Crystal Tingle hadn’t been exposed to any hands-on STEM experience until her freshman year of high school when she attended an event centered around civil engineering.

Little did she know she’d become an engineer. She is now a senior at Utah State University studying mechanical engineering and physics.

“I don’t know if I would be where I am right now if not for that,” she said.

Tingle is now an outreach committee member for the Society of Women Engineers, or SWE, at USU. The committee said they strive to introduce young students, like Tingle, to STEM fields — science, technology, engineering and math.

SWE is a worldwide organization that focuses on the inclusion of women in the field of engineering.

“They focus on inclusion inside of the engineering field, specifically bringing up women and showcasing that women do have a place here in the STEM field,” said Daniella Rivera, the vice president of outreach.

SWE has helped Rivera find her place as a woman in a male-dominated field. Rivera has described her experience in STEM as both empowering and difficult. She said it’s empowering when she’s able to complete something hard — something most women don’t have the opportunity to do.

“It’s very empowering in the sense of like, we can all do this, you know if we really put our mind to it,” Rivera said.

However, other times it can be tough when her classmates or professors say things about women. The nature of being a minority can feel exclusive at times as well.

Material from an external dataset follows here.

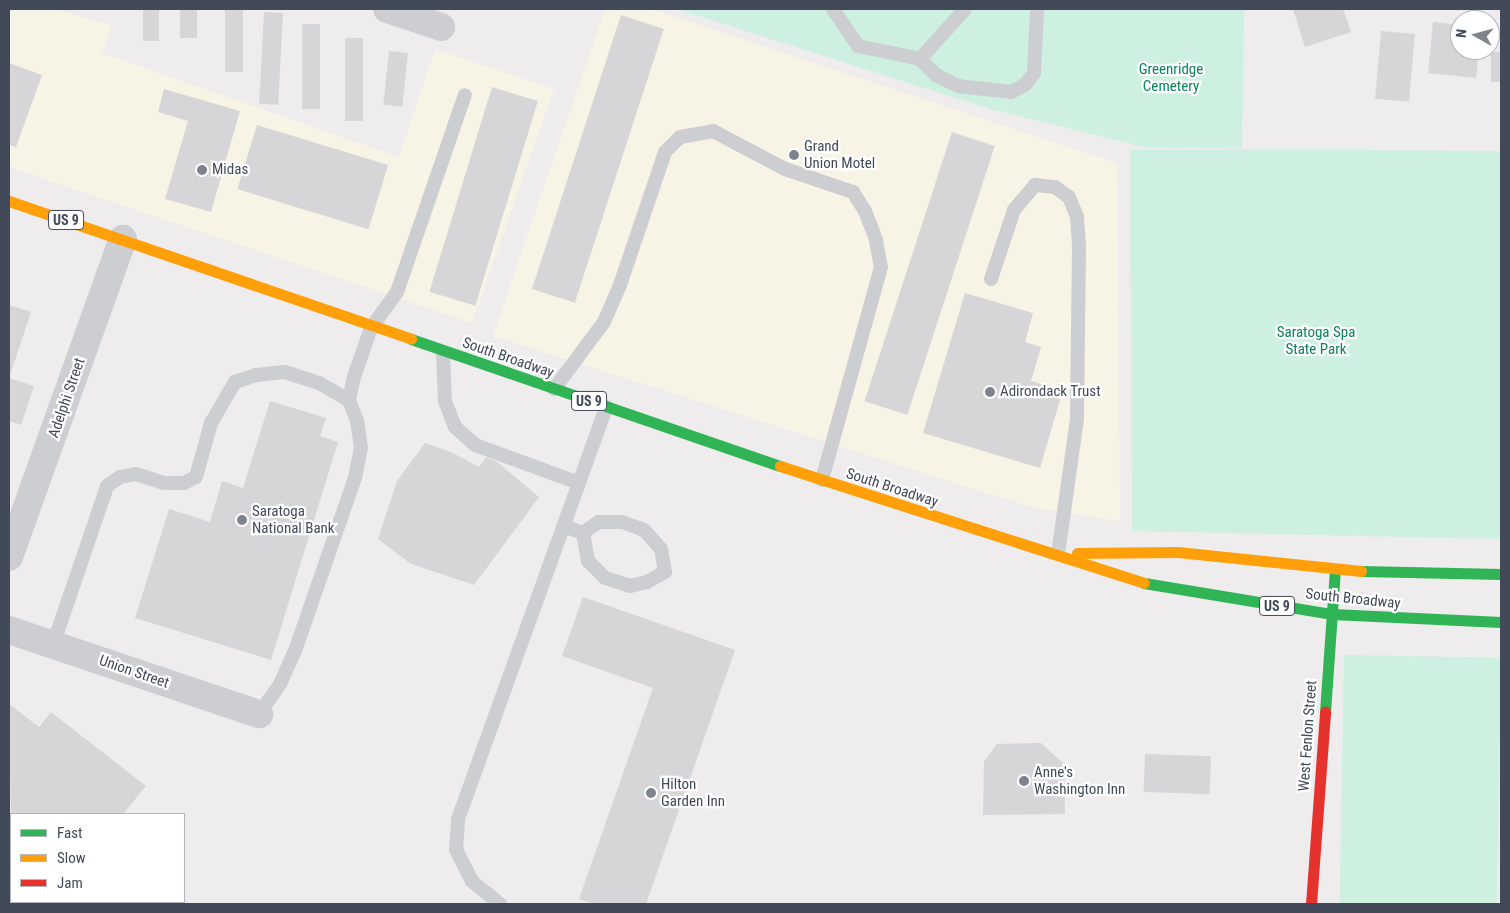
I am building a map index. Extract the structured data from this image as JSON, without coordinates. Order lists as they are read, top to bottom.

“It gets really hard sometimes because you feel like you’re not good enough,” Rivera said.

SWE has provided Rivera with a support system of men and women who encourage and remind her she has a place in the field of engineering.

This year, SWE held the Engineering Extravaganza Junior, an event aimed to engage kids grades 3-5 from around the valley to the STEM and engineering fields. This is the extravaganza’s second year, and the event mirrors the original Engineering Extravaganza, which solely targets high school girls.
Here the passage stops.